Eee! Books!

Jan 13, 2006 20:04

Went to the bookstore today.

Came home with...
Feynman Lectures on Physics, which was on the Scratch-n-Dent table, $30 because there were two drops of black ink on the nice red box cover. Also includes Feynman's Tips on Physics, three review lectures and an additional lecture that were not included in the main set. This is GORGEOUS, people. It's a pity it's so expensive, and usually only known of by those of us who are already science nuts. It would make an excellent self-teaching tool, along with a book of problems--that's what I'm intending to use it for, along with REA's Problem Solver: Physics or some such.
Mathematics for Nonmathematicians, by Morris Kline. Dover reprint of a 1960's liberal arts math book, which includes a bit of everything up through second-semester calculus (the calc is a brief overview). It's designed for liberal arts students, so it includes a lot of math and science history, as well, and how the different types of math apply to liberal arts/the real world. Here is much LOVE on Dover reprints. I also have Pauling's General Chemistry, Bohm's Quantum Theory, and Einstein et al.'s Principle of Relativity from them.

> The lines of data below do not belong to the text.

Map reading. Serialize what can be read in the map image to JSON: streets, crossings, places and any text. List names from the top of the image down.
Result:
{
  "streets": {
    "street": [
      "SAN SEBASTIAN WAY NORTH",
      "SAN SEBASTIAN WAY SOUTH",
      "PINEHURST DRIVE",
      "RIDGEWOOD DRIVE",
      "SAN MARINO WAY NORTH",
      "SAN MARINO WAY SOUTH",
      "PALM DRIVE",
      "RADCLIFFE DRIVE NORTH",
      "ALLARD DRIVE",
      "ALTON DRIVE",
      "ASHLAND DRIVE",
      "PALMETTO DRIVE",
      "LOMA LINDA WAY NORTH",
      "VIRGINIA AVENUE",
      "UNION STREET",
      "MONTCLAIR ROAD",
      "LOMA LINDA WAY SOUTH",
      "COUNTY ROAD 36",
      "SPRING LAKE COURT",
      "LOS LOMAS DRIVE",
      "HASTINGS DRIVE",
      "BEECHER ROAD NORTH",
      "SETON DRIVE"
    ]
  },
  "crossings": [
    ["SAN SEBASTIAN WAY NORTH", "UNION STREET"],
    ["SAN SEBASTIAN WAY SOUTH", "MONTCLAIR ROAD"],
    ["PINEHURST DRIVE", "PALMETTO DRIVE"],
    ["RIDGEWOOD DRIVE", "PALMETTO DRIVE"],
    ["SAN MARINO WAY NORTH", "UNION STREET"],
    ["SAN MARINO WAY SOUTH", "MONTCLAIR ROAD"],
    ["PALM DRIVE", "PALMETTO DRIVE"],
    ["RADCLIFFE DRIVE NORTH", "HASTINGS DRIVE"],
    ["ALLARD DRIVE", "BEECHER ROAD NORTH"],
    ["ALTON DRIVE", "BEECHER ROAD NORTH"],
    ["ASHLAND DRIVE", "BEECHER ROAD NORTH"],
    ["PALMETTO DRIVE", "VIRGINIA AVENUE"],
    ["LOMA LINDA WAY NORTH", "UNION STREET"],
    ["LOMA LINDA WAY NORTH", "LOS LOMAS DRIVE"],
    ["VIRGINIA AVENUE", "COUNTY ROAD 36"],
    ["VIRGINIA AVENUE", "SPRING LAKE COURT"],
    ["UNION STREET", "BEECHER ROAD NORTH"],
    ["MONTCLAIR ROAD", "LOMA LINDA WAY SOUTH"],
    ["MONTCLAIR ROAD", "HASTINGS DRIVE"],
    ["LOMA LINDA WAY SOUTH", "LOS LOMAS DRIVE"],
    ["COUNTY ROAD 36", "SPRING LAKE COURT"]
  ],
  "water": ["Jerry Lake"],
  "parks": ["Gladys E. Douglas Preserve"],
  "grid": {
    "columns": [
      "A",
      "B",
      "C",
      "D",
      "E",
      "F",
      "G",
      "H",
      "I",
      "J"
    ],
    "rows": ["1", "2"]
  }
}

All of these (except the Einstein) are former college textbooks, and all of them were acquired for less than $20 apiece. I LOVE THEM.
Flatland: A Romance of Many Dimensions, by Edwin Abbott Abbott. There was a Dover $1.50 edition, but there was also the nice Princeton Science Library edition that had a nice introduction that talked about the historical and scientific problems the book discussed, which was $9.00. I ended up with the PSL edition. PSL is another series I like, that aims to make scientific publications of note available at a less expensive price. I have their Hawking and Penrose On the Nature of Space and Time, which is a series of lectures during which Stephen Hawking and Roger Penrose get into an argument about black holes, relativity, and quantum theory. (If anyone here likes physics or advanced math, or is in need of new arm weights, I highly recommend Penrose's The Road to Reality. It is MAGNIFICENT, and at $45, is quite a bargain for the amount of material it goes through. This could easily have been priced as a textbook.) Other things I want from the Princeton Science Library series include Feynman's QED (Quantum Electrodynamics, which was Feynman's own creation) and J.C. Polkinghorne's The Quantum World, which is supposed to be one of the best discussions thereof.

Am working on writing, I promise. And Girls Bravo is HILARIOUS. Am also self-studying Latin, along with Chemistry I and Precalculus (one-semester version) at TCC.